> [WORK REQUIRED]: Check every line below for the string "bottom", and copy the lines that contain it.

> [MATERIAL PROVIDED]:
....

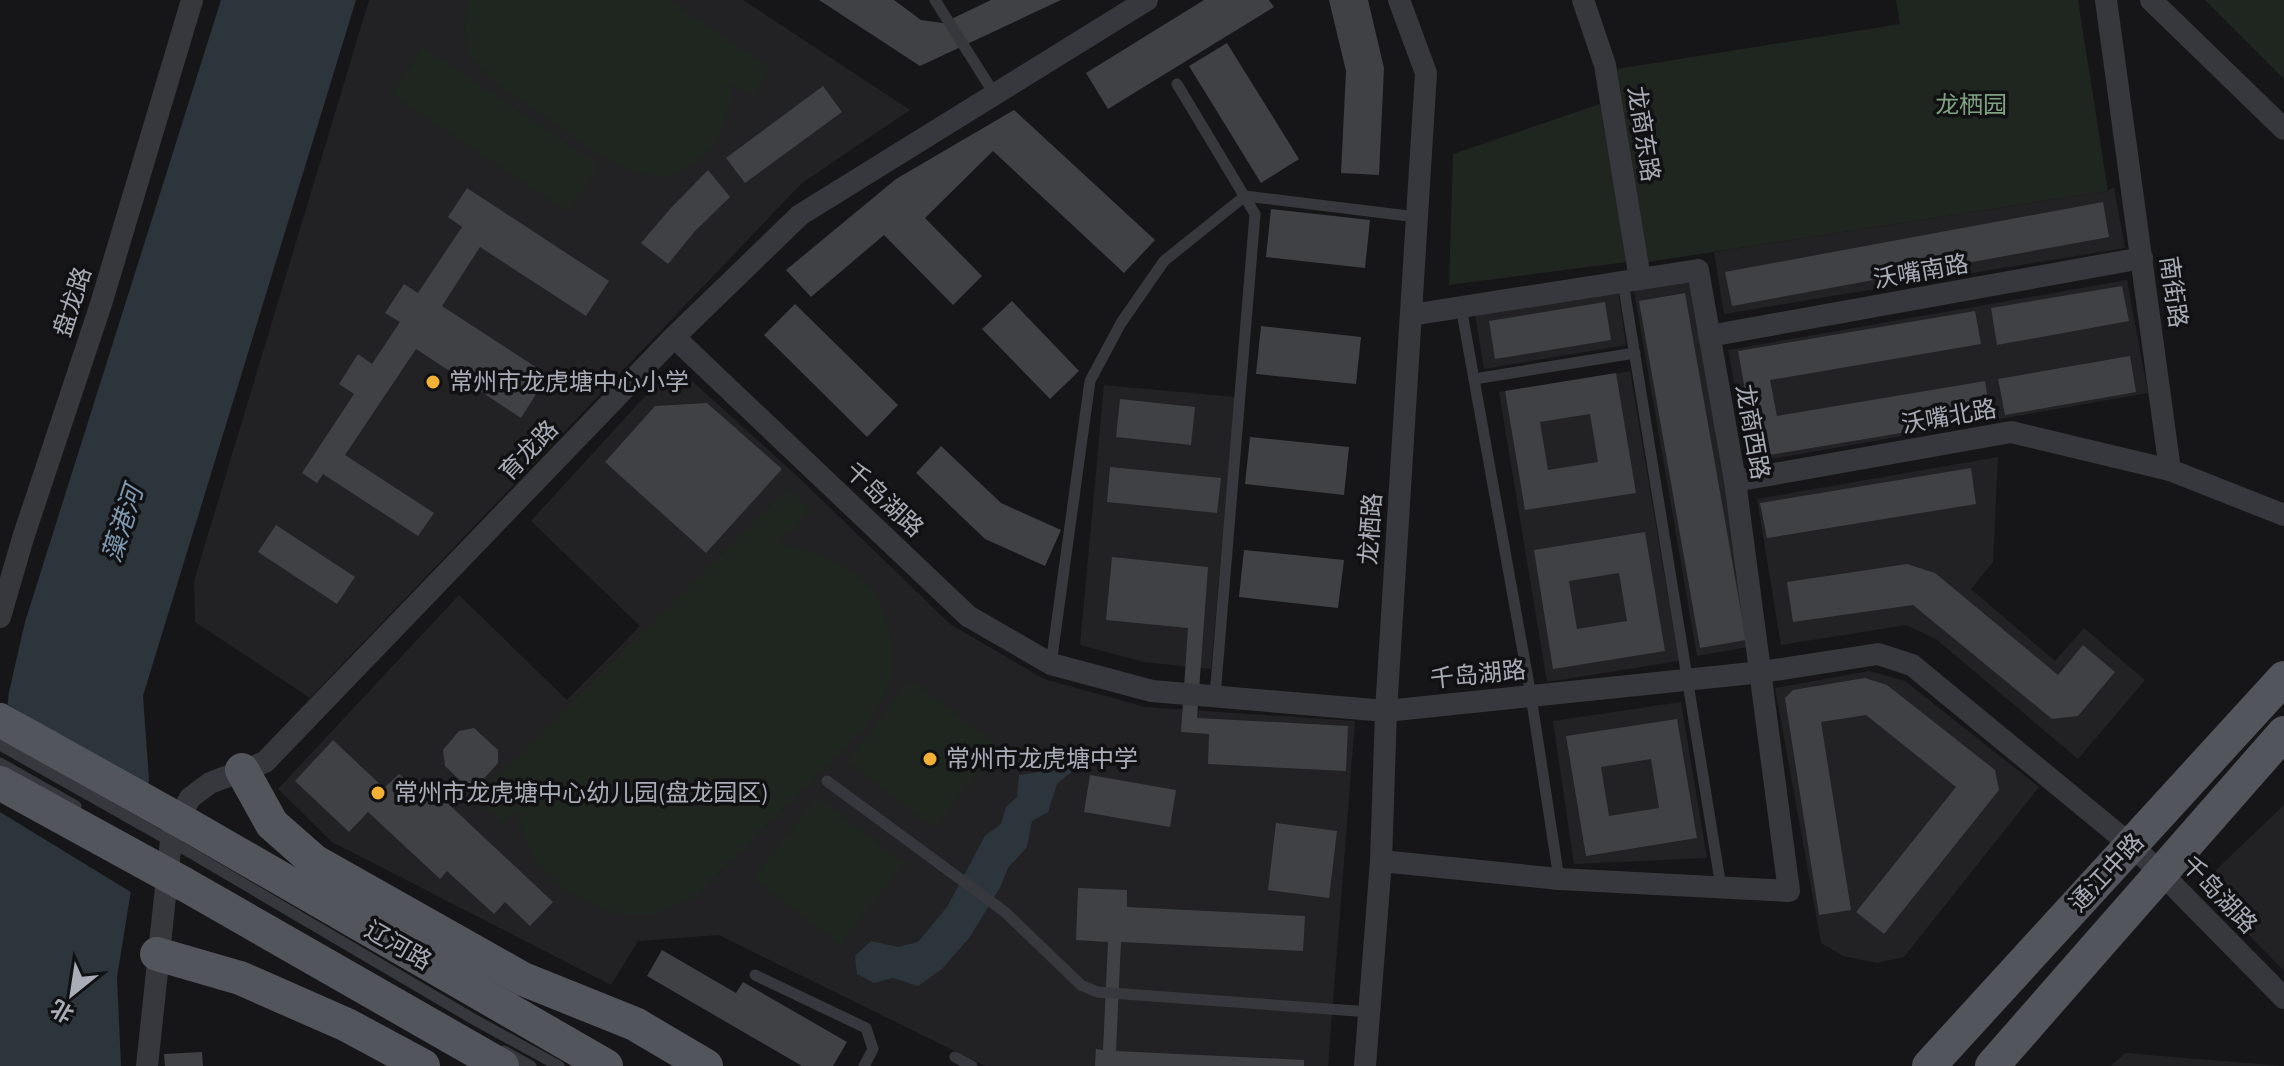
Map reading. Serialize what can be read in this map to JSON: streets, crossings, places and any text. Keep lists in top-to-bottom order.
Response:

....

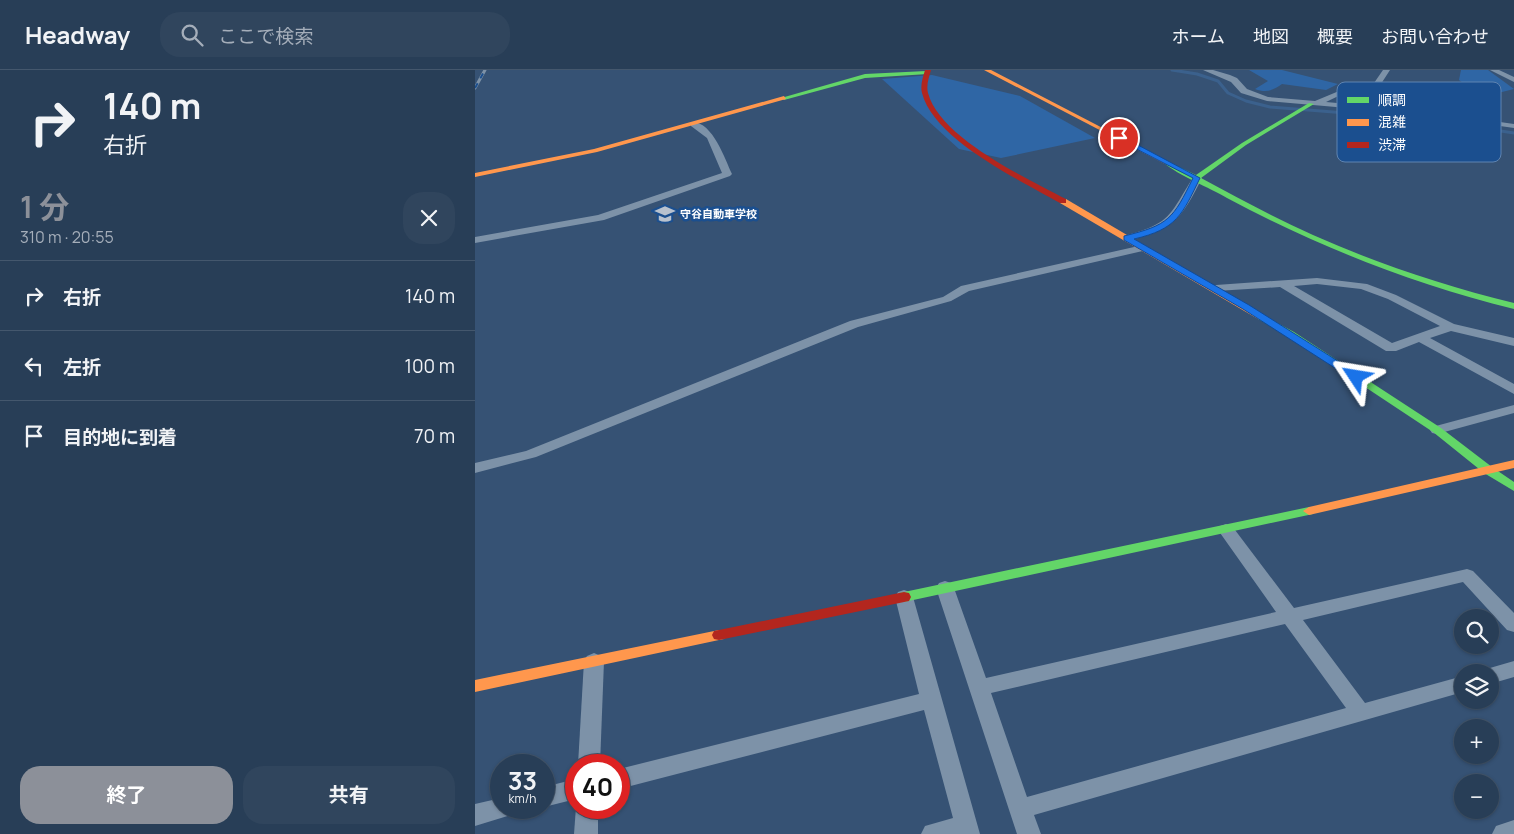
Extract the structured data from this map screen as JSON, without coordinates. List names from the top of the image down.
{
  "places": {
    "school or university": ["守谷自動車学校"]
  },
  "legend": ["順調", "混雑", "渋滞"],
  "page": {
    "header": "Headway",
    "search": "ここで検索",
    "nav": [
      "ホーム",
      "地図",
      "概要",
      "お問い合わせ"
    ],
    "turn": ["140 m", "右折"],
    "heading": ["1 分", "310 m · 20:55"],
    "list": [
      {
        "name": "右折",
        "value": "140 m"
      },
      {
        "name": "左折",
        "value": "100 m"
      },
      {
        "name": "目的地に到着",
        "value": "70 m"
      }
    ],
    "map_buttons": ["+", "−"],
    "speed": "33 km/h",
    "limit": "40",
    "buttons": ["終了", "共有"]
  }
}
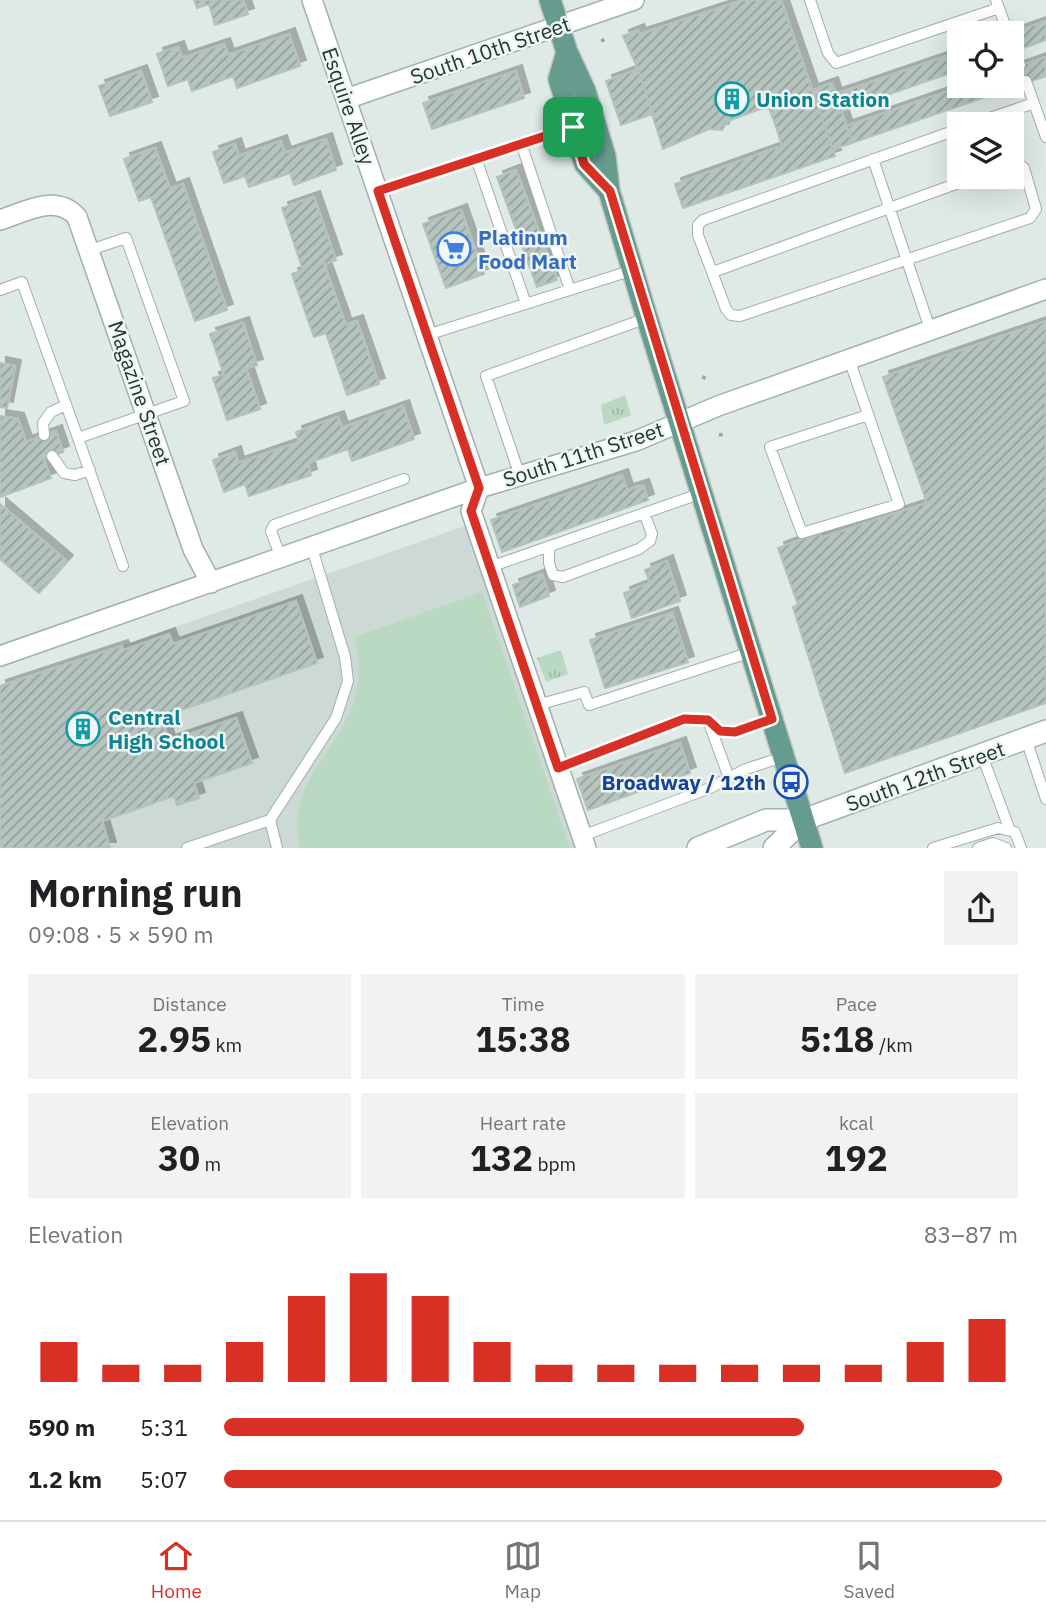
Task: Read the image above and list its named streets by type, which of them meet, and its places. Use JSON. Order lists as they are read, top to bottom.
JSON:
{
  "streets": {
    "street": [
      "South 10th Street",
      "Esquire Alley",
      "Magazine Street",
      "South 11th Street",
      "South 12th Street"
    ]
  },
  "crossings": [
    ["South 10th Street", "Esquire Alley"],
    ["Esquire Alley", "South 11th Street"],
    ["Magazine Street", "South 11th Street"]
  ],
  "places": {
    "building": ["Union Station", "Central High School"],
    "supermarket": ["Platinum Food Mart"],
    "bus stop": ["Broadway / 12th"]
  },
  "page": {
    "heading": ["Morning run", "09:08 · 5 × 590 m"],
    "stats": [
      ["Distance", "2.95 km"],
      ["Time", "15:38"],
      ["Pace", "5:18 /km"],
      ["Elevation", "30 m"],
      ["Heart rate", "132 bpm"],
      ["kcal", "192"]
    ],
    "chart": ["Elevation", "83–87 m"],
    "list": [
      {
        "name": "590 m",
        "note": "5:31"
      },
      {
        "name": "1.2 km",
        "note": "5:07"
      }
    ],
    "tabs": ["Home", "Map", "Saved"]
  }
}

....

> [YOUR SOLUTION]:
Map reading. Serialize what can be read in this map to JSON: streets, crossings, places and any text. Keep lists in top-to-bottom order.
Task: Read the image above and list its named streets by type, which of them meet, and its places. Use JSON. Order lists as they are read, top to bottom.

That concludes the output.